I've been working on this for almost 3 weeks, and I THINK it's all good now! It's successfully filtering on all of my tests, anyway.
Summary: I have a list of profane / vulgar terms with some simple regex patterns accepted. When a user submits data I run fields through this to convert any matches to ****.
I also try to prevent workarounds; eg, instead of typing "foo" they might type:
f0o
f-o-o
f<br>o<br>o
and so on.
To use, just modify @pattern to include your list of terms to filter, everything else should be ready to go. I allow for [...] in @pattern, but the script automatically checks for the alternates under %characterClasses so no need to duplicate it. I also allow for named groups and negative lookahead in @pattern.

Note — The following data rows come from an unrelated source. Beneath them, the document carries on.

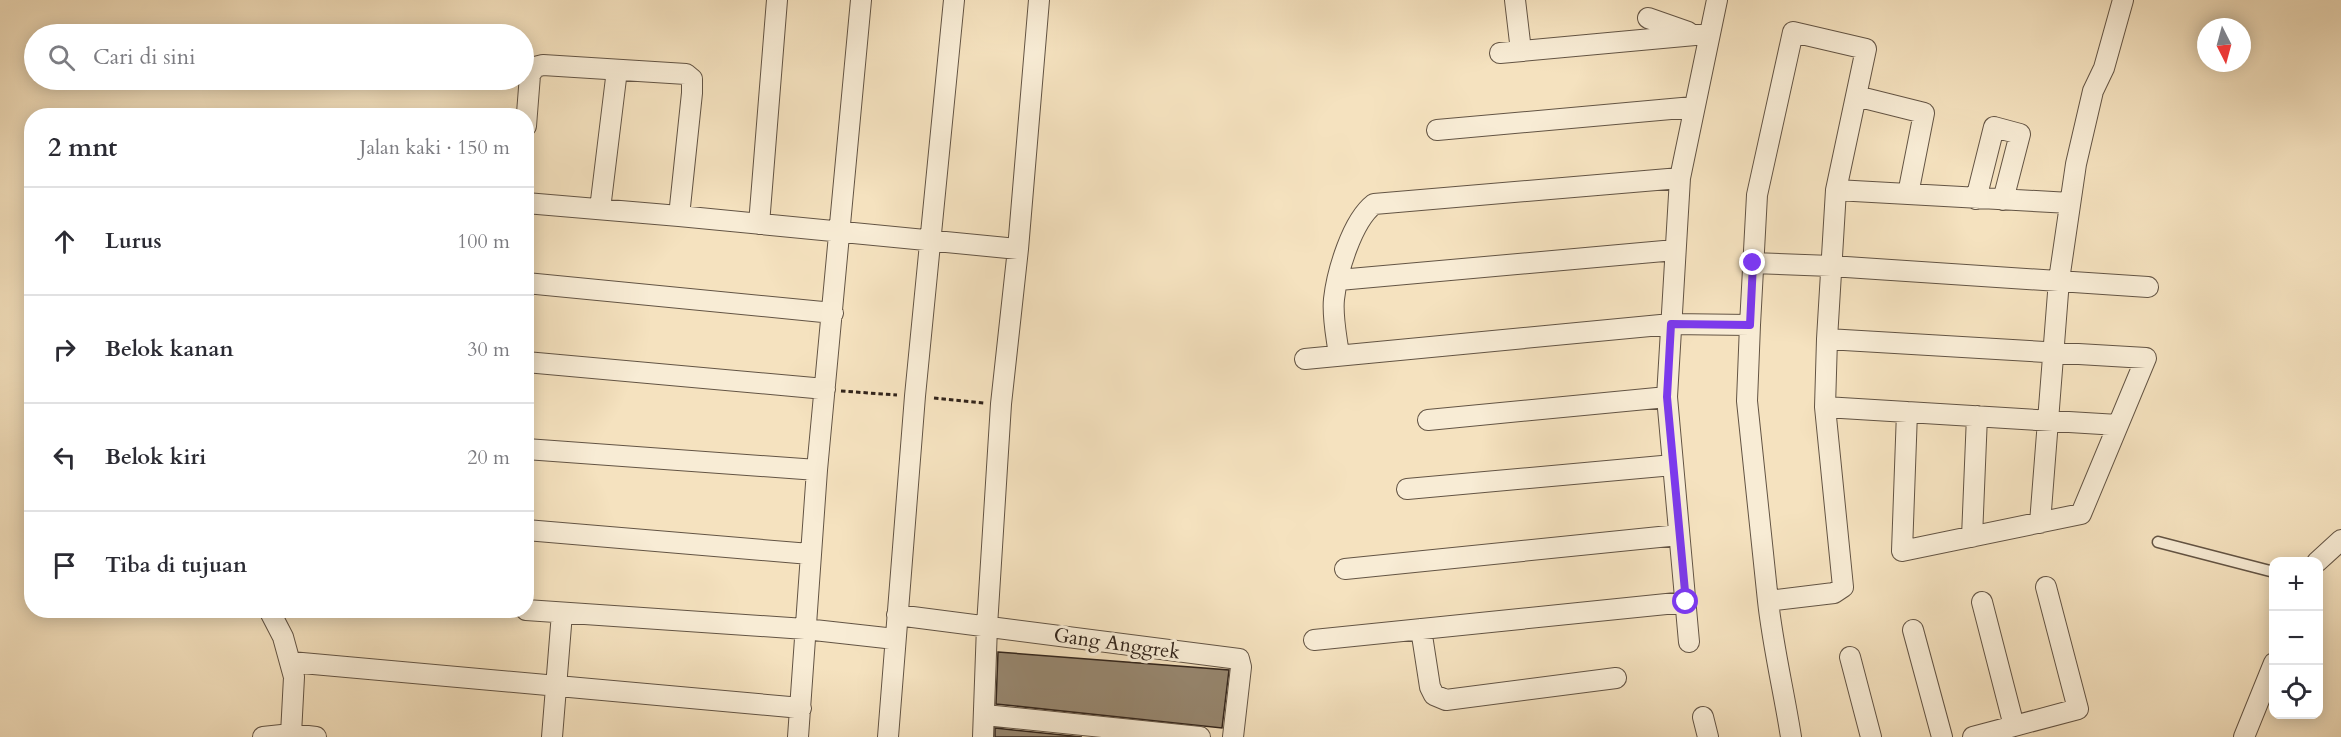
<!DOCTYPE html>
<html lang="id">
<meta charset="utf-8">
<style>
body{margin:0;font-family:Cardo,serif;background:#f2f2f3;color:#2b2b33}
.controls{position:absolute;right:18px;bottom:18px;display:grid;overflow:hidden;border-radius:12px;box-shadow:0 3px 15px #0003}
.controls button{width:54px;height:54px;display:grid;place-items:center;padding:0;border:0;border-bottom:2px solid #e1e1e2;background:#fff;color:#2b2b33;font:30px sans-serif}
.compass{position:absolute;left:2197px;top:18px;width:54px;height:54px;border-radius:50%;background:#fff;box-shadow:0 3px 15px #0003;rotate:174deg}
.stop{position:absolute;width:18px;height:18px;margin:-14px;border:4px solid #7c3aed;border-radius:50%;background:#fff}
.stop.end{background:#7c3aed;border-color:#fff;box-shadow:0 2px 6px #0008}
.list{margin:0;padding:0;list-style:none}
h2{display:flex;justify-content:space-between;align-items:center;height:78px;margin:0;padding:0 24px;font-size:26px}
h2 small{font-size:20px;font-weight:400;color:#7c7c81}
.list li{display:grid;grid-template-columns:39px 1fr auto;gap:18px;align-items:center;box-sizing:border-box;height:108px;padding:0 24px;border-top:2px solid #e1e1e2}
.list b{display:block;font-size:22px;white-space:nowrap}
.list em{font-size:20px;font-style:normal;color:#7c7c81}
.icon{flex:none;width:33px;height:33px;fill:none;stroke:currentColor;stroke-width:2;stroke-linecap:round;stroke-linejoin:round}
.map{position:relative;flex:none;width:2341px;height:737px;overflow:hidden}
.search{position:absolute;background:#fff;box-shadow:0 3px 15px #0003;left:24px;top:24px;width:510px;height:66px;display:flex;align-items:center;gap:15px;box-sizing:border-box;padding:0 21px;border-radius:33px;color:#7c7c81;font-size:22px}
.panel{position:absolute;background:#fff;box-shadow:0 3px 15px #0003;left:24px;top:108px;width:510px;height:510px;border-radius:24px}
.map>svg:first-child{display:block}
</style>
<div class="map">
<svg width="2341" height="737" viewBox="0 0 2341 737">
<rect width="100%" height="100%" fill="#f5e2bf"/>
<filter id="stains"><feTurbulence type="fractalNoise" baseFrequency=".00333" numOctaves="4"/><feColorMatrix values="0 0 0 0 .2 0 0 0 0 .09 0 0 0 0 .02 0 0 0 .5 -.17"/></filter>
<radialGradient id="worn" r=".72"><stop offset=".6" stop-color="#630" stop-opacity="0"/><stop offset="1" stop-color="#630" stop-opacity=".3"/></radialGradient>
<path fill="#978770" stroke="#32241b" stroke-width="1.5" d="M998,652L1229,670L1222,728L996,704Z
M995,728L1082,737H995Z"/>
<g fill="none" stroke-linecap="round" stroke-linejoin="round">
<defs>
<path id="lane" d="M2158,542L2274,572"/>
<path id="street" d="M1515,0L1521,51
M1648,18L1688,32
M1500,53L1695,35H1709
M1856,96L1924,113L1908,194
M526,126L530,75L535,67L543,65L686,74L692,79V93L679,216
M1437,130L1693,107
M1836,190L2070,203
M1976,199L1994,127L2020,134L2003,200
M526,203L679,216L1018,249
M600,209L617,70
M759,224L777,0
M1753,263L1831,266L2148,287
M1339,280L1675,250
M526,283L833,313
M1827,339L2146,358L2081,514L1902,551L1907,412
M1339,356C1337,338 1332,317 1334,299C1337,272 1352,221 1374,204L1680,178
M1305,359L1671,324L1750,325
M526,362L825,389
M1825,407L2118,425
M1428,420L1667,397
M526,449L817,470
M1407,489L1673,465
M2040,523L2059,280L2076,164L2093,91L2104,68L2123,0
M526,530L810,554
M1972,537L1977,416
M2317,562L2341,540
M1345,569L1679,535
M1768,601L1834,593L1843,587L1825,407L1827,339L1836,190L1866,49L1793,32L1757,195L1750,325L1747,401L1768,601C1773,647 1784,692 1791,737
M1982,602L2014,726
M269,610L283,637L294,677L291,734
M526,610L805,629L895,639
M897,615L1239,659L1241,667L1233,737
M1421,629L1430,687L1434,695L1446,700L1616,678
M1913,630L1942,737
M1314,640L1686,602
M1689,642L1667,397L1680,178L1717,0
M1850,657L1871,737
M291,662L801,708
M985,715L1200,737
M1703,717L1708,737
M263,737L291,734L316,737
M552,737L562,613
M798,737L817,470L861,0
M888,737L915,396L954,0
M983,737L987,626L1001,404L1018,249L1039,0
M1973,737L2078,709L2046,587
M2244,737L2274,663"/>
</defs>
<use href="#lane" stroke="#635444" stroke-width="13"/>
<use href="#street" stroke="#635444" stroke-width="22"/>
<path stroke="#32241b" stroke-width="3" stroke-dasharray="4.5 3" stroke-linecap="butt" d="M841,391L897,395
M934,398L984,403"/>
<use href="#lane" stroke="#f8ecd5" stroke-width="10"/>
<use href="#street" stroke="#f8ecd5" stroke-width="20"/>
</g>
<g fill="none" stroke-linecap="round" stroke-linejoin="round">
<path stroke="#7c3aed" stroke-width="8" d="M1686,602L1667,397L1671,324L1750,325L1753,263"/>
</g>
<g text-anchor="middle" stroke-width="6" stroke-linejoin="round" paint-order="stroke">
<g font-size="20" fill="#32241b" stroke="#f8ecd5">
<text transform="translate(1117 643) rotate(8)" y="7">Gang Anggrek</text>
</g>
</g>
<rect width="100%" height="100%" filter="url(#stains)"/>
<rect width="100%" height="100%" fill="url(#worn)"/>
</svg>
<div class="controls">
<button>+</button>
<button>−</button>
<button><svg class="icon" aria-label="locate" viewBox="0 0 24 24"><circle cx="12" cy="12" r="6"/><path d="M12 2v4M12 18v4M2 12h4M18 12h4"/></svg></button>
</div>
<svg class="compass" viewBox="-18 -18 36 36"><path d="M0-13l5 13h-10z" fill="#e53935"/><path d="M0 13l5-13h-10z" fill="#7c7c81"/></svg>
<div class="stop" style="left:1686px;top:602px"></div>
<div class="stop end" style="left:1753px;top:263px"></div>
<div class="search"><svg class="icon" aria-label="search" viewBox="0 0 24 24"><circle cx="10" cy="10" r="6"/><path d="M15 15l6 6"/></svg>Cari di sini</div>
<section class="panel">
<h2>2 mnt<small>Jalan kaki · 150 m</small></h2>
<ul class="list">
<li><svg class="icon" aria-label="ahead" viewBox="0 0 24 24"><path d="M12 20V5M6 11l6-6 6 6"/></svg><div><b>Lurus</b></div><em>100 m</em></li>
<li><svg class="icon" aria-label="right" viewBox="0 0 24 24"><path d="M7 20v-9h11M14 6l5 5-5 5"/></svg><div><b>Belok kanan</b></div><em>30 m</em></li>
<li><svg class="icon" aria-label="left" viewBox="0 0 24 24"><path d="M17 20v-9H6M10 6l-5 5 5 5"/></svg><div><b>Belok kiri</b></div><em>20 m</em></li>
<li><svg class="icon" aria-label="arrive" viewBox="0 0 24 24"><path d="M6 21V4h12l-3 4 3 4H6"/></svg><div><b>Tiba di tujuan</b></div></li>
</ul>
</section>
</div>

Average processing time is 2.1129s over 1000 iterations. You can shave a little off of that by removing the line breaks in the expressions and then removing the /x modifier, but I left those here for readability. That's still a bit slower than I'd like, so please feel free to post back with any modifications to boost performance!
# Usage
# $filtered = filter($unfiltered);
sub filter {
($_) = @_;
# Words to match
# here you can hard code your list as an array
@pattern = (
'foo',
'bar',
'(?<ONE>lorem)ipsum'
);
# create | delimited string, then add likely optional suffixes
$pattern = '(?:' . join('|', @pattern) . ')(?:e[dr]|ing?|e?s|y)*';
# Catch non-alpha and HTML tags
# if you use BB code, you might add [[^\]+] here
$ph[0] = '(?:<.+?>|\W)*';
# Letter alternatives
%characterClasses = (
'a' => '@*',
'e' => '3',
'i' => '!1y',
'o' => '0',
'u' => 'v',
's' => '\$z',
't' => '+'
);
$chars = join('', keys %characterClasses);
$x = 1;
# Convert [...] and (?!...) to ï$xï
# add other things here that you choose to use in the
# list of @pattern that you don't want to be modified
while ($pattern =~ m{(
# named groups
\Q(?<\E.+?\Q>\E |
# character classes
\[.+?\] |
# negative lookahead
\Q(?!\E.+?\Q)\E)}xg) {
$ph[$x] = $1;
$pattern =~ s/\Q$1\E/ï$xï/xg;
$x++;
}
# Convert letter alternatives
$pattern =~ s/([$chars])/[$1$characterClasses{$+}]/gi;
#########################################
# Substitute exact matches
# Convert ï$xï back to original
($easy = $pattern) =~ s/ï(\d+)ï/$ph[$+]/g;
# Substitute
# [[:punct:]] =>
# [-!"#$%&'()*+,./:;<=>?@[\\\]^_`{|}~]
s{(\b|^|[[:punct:]]|[\s\$])(?:$easy)(\b|[[:punct:]]|\s|$)}
{$1$+{ONE}****$+}gi;
#########################################
# Substitute \W or <.+?> delimited
# Convert new [...] to ï$xï
# done in this order to prevent nested [...[...]...]
while ($pattern =~ m{(\[.+?\])}g) {
$ph[$x] = $1;
$pattern =~ s/\Q$1\E/ï$xï/g;
$x++;
}
# Prepend delimiter to optional group
$pattern =~ s{
(
(?:
ï\d+ï |
[a-z]
)
# removed +, I don't remember if I need this
[?*]?
)
(
\Q(?:\E
[^|]*?
\)
)
([?*])
(
\| |
$
)
}
{$1(?:ï0ï$2)$3$4}xsg;
# Add delimiter if the letter or group isn't repeated or optional
$pattern =~ s{
(
ï\d+ï |
[a-z]
)
(?!
\Q(?:\Eï0ï |
\* |
\? |
\+ |
# removed ? after )
\)\| |
\)$
)
}
{$1ï0ï}xsg;
# Add delimiter if it IS repeated or optional, but not at the end of the list
$pattern =~ s{
(
ï\d+ï |
[a-z]
)
([*?+])
(?!
\Q(?:\E[^)]+\)[?*]\| |
\Q(?:\E[^)]+\)[?*]\$ |
\)*\| |
\)*$
)
}
{(?:$1ï0ï)$2}xg;
# Convert ï$xï back to original
$pattern =~ s/ï(\d+)ï/$ph[$+]/g;
# Final substitution, auto-fix trailing \W
my $new;
while (/(?:\b|^|\W|\$)($pattern)\b/xgi) {
($temp = $1) =~ s/\W+$//;
if ($new) { $new .= '|'; }
$new .= quotemeta($temp);
}
if ($new) {
s/(\b|^|\W|\$)(?:$new)\b/$1****/gi;
}
return $_;
1;
}